San Diego County Water Authority General Manager Maureen Stapleton defined a drought as “when you find out who has the water rights and who doesn’t.”  What she was referring to was the Metropolitan Water District’s Laguna Declaration, signed in 1952. This water treaty guaranteed all of Metropolitan’s member agencies would be provided water in a drought.

But San Diego knew that it was buying about one third of all of Metropolitan’s water. At that time, however, San Diego only had one sixth of all the votes on the Board of Directors. In a drought emergency, Metropolitan’s Board could meet overnight and assign San Diego junior water rights to the 13 senior water agencies in Los Angeles that originally formed the water district.

About 85 percent of San Diego’s water comes from Metropolitan.
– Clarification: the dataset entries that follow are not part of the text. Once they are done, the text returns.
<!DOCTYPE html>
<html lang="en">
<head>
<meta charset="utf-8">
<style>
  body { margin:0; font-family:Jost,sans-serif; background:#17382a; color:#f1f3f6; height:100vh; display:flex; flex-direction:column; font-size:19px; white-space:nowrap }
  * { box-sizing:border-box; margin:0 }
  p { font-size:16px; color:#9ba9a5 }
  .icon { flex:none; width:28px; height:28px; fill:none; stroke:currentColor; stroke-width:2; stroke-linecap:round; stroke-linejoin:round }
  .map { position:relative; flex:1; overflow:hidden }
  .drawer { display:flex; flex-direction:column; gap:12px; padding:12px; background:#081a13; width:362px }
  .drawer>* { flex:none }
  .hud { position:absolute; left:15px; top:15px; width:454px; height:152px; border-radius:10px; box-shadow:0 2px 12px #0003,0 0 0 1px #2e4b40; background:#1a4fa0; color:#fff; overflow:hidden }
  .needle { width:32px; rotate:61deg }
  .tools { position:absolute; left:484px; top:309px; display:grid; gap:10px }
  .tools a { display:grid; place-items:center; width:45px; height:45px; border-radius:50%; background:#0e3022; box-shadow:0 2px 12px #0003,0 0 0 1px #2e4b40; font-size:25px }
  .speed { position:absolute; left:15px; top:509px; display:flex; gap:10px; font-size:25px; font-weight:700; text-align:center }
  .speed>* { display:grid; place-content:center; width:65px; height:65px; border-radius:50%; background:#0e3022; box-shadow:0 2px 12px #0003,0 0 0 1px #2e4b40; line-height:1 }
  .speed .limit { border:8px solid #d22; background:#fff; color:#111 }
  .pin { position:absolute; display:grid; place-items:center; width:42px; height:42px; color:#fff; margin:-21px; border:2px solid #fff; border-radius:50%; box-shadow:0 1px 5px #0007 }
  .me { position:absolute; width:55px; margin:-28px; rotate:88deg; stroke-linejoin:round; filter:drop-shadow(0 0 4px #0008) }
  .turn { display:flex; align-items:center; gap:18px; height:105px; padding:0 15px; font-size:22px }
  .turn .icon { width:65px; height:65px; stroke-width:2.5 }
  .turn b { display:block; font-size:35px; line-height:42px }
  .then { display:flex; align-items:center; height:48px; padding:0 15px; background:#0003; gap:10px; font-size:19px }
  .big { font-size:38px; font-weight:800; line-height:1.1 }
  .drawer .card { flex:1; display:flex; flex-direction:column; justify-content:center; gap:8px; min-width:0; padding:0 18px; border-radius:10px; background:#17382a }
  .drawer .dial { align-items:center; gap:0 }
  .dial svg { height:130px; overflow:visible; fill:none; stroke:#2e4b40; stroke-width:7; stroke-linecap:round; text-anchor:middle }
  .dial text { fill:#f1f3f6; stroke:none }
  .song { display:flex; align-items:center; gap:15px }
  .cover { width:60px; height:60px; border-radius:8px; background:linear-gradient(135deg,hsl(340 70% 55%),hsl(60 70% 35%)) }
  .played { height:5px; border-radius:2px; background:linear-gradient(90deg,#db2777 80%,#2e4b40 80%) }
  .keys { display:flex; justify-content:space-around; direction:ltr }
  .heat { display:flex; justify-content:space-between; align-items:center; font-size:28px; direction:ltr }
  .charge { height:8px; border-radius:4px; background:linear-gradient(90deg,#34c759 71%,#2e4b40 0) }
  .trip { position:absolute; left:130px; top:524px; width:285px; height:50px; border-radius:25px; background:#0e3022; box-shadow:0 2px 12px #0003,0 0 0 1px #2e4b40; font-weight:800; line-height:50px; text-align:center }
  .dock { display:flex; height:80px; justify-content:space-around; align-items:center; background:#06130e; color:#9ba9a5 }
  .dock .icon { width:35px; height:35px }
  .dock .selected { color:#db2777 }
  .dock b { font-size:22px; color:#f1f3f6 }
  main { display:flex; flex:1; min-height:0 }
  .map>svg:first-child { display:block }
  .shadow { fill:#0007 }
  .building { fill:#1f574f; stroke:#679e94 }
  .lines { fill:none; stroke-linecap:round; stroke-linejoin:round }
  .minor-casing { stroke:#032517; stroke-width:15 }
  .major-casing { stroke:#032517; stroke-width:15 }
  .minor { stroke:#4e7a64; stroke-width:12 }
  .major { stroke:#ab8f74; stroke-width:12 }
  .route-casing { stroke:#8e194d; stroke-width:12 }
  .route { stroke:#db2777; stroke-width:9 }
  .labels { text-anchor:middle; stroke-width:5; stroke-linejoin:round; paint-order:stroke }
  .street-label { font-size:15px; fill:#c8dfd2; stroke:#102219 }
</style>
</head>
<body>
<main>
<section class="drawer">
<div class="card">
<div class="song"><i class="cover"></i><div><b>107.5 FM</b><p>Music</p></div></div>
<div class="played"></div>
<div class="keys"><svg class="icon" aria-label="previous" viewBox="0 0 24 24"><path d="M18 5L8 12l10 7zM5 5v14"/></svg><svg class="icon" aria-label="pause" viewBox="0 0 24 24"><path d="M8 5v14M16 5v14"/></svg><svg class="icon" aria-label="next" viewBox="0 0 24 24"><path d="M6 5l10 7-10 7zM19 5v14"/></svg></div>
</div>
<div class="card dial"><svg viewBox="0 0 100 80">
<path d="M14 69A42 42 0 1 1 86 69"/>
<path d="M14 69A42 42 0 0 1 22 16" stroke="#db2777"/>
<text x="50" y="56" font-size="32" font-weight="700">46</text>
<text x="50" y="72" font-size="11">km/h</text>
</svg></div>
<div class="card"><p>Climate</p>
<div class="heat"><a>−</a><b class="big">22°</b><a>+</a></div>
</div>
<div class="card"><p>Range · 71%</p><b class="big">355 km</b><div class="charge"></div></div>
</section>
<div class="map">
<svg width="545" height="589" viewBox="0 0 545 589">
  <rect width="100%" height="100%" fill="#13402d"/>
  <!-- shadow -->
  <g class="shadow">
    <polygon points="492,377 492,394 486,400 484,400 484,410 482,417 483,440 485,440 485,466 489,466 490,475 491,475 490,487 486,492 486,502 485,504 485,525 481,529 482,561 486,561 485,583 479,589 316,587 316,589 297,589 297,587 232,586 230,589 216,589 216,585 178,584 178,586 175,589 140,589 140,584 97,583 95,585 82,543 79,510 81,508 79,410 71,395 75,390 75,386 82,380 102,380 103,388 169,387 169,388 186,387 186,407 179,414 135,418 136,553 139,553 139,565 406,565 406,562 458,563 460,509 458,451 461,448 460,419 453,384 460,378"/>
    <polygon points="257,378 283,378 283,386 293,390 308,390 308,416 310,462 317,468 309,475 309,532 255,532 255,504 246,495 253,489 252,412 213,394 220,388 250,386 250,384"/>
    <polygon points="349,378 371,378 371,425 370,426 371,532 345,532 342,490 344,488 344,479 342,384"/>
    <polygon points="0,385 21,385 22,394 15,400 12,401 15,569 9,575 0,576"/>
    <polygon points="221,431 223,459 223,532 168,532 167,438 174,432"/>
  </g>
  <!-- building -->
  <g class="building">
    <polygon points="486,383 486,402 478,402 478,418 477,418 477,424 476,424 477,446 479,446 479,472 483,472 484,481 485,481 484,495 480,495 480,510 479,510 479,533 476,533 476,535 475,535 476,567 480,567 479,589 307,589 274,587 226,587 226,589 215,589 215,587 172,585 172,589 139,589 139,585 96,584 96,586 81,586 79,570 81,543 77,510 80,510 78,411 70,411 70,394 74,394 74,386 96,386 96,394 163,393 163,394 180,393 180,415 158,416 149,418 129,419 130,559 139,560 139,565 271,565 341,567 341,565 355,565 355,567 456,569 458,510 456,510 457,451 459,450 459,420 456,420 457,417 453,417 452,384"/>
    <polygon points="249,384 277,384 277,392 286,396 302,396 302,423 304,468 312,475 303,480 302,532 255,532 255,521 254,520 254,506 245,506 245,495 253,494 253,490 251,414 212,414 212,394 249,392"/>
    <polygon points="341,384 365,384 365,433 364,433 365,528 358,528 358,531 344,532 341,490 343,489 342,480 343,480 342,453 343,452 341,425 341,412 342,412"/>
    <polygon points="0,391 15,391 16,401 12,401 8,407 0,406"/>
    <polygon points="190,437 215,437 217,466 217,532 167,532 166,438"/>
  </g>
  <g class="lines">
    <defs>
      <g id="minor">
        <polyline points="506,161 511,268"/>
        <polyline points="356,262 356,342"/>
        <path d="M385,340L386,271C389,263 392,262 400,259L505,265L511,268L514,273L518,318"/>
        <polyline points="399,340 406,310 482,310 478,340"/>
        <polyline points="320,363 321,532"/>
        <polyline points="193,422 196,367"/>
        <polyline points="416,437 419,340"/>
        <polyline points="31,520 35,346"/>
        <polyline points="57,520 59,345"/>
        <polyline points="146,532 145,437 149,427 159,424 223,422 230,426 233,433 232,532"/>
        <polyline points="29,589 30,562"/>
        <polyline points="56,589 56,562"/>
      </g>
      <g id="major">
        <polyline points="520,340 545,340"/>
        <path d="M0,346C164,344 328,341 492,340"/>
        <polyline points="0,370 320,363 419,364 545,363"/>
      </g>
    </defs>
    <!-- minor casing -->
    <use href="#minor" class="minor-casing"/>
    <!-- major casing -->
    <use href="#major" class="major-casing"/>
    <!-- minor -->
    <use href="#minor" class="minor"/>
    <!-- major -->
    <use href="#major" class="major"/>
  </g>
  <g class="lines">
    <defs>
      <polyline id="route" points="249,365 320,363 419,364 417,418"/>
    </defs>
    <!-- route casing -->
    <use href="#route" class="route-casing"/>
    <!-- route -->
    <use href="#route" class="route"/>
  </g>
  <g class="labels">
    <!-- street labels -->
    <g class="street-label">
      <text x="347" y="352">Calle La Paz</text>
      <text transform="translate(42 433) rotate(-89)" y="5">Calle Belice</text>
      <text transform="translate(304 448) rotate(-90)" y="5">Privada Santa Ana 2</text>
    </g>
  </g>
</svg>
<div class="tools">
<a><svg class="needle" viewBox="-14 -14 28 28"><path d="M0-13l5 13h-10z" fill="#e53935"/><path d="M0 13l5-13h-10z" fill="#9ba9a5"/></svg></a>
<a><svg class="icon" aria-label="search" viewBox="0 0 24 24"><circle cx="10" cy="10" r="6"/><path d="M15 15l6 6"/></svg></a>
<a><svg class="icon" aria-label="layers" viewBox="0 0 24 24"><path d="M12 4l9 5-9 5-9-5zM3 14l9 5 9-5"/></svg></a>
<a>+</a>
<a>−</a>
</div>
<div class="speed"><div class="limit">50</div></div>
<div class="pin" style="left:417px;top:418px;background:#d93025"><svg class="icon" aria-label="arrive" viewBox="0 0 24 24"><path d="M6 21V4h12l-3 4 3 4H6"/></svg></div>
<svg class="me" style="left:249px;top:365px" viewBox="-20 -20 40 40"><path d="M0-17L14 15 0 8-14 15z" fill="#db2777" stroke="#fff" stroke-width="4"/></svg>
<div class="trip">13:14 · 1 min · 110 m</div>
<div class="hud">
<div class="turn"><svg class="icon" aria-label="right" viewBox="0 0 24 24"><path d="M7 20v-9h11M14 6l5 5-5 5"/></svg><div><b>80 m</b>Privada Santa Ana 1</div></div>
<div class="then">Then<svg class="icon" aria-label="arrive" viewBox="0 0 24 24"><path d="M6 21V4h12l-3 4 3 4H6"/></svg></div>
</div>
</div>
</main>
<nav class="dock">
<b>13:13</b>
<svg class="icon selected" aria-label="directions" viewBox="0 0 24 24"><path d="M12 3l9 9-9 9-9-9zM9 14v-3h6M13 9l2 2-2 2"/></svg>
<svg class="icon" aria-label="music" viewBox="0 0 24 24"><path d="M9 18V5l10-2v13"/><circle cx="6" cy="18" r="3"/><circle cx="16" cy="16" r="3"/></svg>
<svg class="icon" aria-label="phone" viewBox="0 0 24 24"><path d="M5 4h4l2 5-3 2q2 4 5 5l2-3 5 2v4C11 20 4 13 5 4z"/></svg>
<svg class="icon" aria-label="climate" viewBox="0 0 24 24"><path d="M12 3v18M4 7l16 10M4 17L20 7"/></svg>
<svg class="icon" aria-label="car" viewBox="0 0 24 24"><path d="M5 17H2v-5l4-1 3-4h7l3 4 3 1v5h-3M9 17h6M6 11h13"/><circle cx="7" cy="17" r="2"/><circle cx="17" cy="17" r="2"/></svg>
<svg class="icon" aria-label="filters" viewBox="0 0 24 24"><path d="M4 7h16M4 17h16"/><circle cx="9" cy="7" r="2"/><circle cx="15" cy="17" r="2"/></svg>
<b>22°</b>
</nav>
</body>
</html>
Los Angeles’s need for backup water supplies in a drought could swell from 34 percent to 65 percent.  San Diego is at the end of Metropolitan’s pipeline system and has a history of being politically disfavored by the majority of water agencies.  Thus, San Diego has always feared that the Laguna Declaration would not hold up in a drought.

Recently, Metropolitan negotiated with the U.S. Bureau of Reclamation to store up to 1 million acre-feet of water in Lake Mead, as long as Lake Mead had low water conditions. To get this right to store water, Metropolitan had to take Fourth Priority position on 550,000 acre-feet of river water and Fifth Priority position on 662,000 acre-feet of water.  In other words, San Diego’s water supply from the Colorado River could be potentially subordinated to other river users’ water rights.
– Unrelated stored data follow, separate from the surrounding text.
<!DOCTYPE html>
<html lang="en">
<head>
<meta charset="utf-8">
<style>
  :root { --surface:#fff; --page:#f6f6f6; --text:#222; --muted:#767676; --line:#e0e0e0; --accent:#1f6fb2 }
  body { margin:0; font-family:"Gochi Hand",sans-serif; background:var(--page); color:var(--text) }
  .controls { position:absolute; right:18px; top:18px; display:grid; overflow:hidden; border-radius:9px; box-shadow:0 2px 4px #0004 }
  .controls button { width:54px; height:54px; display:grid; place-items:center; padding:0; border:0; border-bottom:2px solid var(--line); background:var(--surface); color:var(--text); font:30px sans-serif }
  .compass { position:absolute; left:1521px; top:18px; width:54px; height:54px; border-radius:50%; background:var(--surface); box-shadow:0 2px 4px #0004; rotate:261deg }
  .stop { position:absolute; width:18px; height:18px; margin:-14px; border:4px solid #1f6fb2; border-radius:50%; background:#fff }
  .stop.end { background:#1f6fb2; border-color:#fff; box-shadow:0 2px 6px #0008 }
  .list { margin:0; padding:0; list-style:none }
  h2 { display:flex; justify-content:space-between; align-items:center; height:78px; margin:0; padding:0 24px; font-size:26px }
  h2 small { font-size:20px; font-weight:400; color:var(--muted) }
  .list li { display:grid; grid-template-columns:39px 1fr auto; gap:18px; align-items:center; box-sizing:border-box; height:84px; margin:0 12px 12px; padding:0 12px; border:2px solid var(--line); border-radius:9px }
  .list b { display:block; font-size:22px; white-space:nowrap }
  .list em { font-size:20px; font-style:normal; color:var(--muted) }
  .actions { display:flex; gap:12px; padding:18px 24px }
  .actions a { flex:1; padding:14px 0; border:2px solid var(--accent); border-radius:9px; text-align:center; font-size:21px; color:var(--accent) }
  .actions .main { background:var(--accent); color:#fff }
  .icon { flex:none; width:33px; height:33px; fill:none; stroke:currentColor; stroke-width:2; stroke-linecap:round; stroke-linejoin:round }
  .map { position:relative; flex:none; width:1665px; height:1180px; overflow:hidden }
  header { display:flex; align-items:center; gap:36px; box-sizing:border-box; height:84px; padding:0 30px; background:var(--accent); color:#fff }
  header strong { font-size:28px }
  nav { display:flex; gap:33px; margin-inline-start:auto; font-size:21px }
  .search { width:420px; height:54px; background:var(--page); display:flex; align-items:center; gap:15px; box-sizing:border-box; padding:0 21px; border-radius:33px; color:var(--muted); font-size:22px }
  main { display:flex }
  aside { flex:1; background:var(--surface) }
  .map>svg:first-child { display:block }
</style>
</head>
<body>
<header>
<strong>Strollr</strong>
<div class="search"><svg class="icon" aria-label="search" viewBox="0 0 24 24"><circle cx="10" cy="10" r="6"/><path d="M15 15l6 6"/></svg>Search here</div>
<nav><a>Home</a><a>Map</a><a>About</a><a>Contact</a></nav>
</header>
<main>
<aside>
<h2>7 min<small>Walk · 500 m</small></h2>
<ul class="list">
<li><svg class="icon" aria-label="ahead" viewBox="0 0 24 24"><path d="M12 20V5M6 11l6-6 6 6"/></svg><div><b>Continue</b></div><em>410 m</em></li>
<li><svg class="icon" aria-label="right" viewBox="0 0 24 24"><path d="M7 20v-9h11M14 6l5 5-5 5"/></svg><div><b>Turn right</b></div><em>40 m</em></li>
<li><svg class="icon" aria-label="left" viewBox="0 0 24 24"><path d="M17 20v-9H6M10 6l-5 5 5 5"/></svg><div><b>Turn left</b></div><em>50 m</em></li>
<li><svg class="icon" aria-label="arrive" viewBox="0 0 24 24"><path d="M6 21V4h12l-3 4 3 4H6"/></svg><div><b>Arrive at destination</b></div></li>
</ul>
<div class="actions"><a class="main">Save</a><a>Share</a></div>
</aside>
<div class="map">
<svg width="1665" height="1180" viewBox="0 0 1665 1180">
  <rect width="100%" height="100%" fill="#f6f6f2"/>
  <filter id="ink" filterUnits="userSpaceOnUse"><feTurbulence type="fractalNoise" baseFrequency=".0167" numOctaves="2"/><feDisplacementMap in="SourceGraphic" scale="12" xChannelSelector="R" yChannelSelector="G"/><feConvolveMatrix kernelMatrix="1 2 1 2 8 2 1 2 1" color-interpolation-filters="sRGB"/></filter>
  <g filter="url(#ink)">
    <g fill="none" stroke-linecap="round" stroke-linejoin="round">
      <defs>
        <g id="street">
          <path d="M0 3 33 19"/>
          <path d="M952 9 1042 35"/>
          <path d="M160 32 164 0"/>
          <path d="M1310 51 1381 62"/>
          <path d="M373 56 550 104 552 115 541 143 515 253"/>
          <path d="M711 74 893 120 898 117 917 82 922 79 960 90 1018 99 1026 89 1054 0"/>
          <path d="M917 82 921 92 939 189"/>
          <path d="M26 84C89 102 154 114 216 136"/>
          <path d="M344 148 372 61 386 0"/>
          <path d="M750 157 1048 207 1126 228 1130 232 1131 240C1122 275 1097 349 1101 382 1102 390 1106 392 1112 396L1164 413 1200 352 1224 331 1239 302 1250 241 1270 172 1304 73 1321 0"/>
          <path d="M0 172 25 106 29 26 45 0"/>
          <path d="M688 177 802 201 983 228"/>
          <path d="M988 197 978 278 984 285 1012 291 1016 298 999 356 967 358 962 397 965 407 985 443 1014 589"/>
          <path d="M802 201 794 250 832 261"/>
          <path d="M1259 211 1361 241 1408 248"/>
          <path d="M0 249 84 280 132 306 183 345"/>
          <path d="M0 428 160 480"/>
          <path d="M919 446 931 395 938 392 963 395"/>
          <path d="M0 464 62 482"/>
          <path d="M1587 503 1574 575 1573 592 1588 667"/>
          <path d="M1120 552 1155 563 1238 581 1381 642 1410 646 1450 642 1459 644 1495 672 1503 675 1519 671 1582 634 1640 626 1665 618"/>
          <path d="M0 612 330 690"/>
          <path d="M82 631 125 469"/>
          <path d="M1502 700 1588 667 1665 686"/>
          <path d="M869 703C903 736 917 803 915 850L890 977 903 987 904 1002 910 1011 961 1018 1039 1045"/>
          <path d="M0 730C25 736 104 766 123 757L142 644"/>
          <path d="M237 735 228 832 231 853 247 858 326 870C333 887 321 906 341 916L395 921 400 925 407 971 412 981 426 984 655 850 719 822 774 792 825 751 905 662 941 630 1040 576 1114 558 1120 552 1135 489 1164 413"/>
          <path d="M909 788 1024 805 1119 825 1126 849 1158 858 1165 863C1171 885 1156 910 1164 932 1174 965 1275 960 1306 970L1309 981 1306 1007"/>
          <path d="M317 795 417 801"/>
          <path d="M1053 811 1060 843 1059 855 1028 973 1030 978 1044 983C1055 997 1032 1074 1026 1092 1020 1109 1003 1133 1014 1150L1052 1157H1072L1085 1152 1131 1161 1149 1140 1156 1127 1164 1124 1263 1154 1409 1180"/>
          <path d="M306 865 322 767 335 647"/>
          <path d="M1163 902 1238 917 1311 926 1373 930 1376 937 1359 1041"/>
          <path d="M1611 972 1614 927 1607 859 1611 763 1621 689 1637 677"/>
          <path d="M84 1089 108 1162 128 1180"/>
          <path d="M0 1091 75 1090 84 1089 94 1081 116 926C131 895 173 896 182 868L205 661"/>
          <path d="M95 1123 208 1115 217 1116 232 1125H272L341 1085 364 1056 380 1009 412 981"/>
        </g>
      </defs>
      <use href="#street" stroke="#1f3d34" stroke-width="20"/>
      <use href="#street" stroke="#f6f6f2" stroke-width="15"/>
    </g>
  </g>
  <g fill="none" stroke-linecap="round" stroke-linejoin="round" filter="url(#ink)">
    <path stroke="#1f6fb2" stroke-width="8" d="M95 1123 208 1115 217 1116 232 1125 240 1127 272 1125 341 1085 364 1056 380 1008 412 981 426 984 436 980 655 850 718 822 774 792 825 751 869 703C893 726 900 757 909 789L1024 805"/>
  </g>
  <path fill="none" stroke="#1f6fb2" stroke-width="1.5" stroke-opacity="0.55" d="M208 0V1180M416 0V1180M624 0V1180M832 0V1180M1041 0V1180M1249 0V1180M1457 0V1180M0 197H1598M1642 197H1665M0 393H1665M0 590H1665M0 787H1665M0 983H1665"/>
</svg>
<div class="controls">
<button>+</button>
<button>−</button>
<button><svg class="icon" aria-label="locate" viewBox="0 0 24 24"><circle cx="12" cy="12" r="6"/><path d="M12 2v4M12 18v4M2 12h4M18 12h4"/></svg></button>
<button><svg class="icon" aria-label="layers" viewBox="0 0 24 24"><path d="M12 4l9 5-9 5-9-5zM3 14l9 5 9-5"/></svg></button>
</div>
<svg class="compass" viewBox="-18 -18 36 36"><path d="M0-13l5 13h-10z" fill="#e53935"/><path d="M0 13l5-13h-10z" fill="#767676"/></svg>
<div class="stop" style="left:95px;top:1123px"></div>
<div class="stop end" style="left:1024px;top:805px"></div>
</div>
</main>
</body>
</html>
Metropolitan also relies on the State Water Project for its water supplies. In the last 10 years, Metropolitan’s reliance on Colorado River water has dropped from about two thirds of its supplies to about one third.  Conversely, its reliance on the State Water Project has increased to about two thirds of its water supplies.

Could Colorado River Aqueduct Become Obsolescent?

At some point in the future, Metropolitan may possibly have to look at huge costs to upgrade the Colorado River Aqueduct and de-silt the storage reservoirs along the route of the Aqueduct — the Copper Basin and Gene Wash Reservoirs.

The Colorado River Aqueduct enjoys cheap hydropower from Hoover Dam at $20 per megawatt hour today to power its pumps (equivalent to 2 cents per kilowatt hour).  Should higher energy costs emerge and the aqueduct require upgrading and de-silting, it might be beneficial for Metropolitan to also explore a cheaper alternative for conveying water to urban Southern California.

Metropolitan’s Colorado River Aqueduct absurdly will soon be subjected to cap-and-trade taxes even though it uses clean hydropower to pump water over the mountains to thirsty Southern California cities.  Should San Diego build a new canal to convey water to San Diego by gravity flow, it would not be subject to such taxes.  Taxation thus might end as a determining factor in whether San Diego builds its own canal.

San Diego’s exploration of building its own aqueduct from the Colorado River today might be politicized as a foolish move.  But there might come a time when the high pumping, maintenance and upgrading costs of the Colorado River Aqueduct, coupled with a decreased allocation of river water, might make the Aqueduct obsolescent. That might leave San Diego in a situation where Metropolitan could play its “political drought” card.  That is, unless San Diego builds its own aqueduct.

The San Diego–Metropolitan water war is like two scorpions in a bottle. It is a battle of two powerful water agencies.  The future of San Diego’s water supply and the unity of the Metropolitan Water District could be at stake.